3.7 Other activities

Through experimental studies, IMP could increase the content of cells in low diploidy during cell division, promote the activation of the Caspase-3 pathway, and induce apoptosis in HL-60 cells. This indicated that IMP could induce apoptosis of human promyelocytic leukemia (HL-60) cells, resulting in DNA fracture and changes in nuclear morphology (Pae et al. 2002). Eun et al. (2005) found that oxypeucedanin (12) could inhibit the Hkv1.5 channel, which caused a rapid decrease in the cardiac action potential duration (APD) in cardiac cells, and the effect was voltage-dependent. The experiment had shown that Oxypeucedanin (12) was a potential antiarrhythmic drug for atrial fibrillation. GPR119 was a receptor involved in insulin secretion and glucagon peptide-1 (GLP-1) release. It was found that AD extract had a therapeutic effect on diabetes. AD extract could activate GPR119 in cells, cAMP, GLP-1, and significantly increase insulin content in cells. In vivo experiments showed that AD extract could improve mice's glucose tolerance and insulin secretion (Park et al., 2016).

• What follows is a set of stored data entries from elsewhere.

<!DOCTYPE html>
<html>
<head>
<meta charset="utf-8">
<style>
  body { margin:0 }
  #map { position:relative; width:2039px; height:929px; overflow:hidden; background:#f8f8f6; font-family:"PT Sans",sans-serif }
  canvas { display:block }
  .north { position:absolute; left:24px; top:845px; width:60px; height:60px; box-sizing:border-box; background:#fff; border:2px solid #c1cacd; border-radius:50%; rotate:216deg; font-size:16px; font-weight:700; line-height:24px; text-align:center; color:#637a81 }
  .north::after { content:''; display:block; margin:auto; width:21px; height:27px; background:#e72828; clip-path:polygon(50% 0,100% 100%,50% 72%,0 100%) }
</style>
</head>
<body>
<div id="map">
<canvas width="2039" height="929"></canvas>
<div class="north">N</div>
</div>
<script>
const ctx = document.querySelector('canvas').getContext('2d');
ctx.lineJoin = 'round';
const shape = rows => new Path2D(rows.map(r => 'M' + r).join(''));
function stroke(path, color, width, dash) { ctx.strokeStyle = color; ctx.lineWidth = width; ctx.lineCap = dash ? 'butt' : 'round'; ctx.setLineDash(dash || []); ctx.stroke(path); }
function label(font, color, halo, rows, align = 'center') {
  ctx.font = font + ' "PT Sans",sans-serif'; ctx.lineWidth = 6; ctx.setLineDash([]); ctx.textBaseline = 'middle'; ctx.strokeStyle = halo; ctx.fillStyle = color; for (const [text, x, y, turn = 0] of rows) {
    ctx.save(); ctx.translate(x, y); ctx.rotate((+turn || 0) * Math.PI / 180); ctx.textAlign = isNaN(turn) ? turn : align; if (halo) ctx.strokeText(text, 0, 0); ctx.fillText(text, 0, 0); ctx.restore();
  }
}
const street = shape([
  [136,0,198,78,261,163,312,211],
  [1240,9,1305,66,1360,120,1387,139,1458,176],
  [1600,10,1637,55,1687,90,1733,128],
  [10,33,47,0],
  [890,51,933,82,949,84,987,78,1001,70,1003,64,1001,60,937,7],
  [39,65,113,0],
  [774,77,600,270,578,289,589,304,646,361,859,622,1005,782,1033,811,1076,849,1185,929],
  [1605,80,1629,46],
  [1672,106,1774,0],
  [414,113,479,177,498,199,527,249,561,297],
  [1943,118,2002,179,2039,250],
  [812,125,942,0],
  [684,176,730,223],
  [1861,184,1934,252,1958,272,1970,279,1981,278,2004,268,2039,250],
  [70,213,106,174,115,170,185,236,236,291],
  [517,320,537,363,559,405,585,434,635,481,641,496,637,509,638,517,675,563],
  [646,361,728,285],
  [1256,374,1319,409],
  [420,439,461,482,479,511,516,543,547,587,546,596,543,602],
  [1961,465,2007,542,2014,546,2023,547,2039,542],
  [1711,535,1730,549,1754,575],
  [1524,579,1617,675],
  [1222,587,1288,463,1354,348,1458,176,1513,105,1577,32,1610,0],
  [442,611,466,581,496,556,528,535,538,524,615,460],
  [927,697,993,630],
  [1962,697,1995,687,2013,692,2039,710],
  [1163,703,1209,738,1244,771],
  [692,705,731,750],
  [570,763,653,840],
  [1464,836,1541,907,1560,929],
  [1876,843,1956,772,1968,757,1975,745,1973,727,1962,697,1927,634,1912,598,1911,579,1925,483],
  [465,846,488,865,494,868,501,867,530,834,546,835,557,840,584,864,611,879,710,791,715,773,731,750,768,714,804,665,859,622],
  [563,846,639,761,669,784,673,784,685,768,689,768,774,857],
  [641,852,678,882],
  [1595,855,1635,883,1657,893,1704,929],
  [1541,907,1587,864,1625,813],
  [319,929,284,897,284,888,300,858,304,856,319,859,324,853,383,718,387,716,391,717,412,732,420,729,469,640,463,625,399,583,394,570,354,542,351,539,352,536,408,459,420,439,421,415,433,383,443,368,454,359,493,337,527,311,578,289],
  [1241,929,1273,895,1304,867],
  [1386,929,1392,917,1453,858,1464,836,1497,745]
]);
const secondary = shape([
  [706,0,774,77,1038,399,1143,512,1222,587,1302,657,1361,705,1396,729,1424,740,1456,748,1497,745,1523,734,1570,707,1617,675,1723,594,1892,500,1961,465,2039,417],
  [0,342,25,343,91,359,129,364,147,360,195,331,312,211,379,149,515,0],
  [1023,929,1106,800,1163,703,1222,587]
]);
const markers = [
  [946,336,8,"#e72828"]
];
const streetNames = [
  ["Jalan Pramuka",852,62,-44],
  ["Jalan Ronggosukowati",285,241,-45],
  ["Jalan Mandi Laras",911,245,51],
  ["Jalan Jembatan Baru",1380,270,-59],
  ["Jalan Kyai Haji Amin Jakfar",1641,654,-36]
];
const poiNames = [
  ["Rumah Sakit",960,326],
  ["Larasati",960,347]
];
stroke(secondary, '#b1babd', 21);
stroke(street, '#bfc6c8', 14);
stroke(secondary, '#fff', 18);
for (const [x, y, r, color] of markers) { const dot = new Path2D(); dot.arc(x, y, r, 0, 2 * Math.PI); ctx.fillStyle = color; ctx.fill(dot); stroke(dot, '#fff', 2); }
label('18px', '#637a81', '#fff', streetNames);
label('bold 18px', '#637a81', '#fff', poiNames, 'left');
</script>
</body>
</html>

The methanol extract of AD could inhibit vasocontraction of aortic rings induced by PE or KCl, and prevent extracellular Ca²⁺ from flowing into cells through ROCC and VDCC pathways. These results suggested that the ADE has a vasorelaxant effect and the vasorelaxant activity was mediated by an endothelium-independent pathway that includes the blockade of extracellular calcium influx through the receptor-operated Ca²⁺ channel and voltage-dependent calcium channel pathways. It indicated that AD could be used as a potential drug for hypertension (Lee et al., 2015).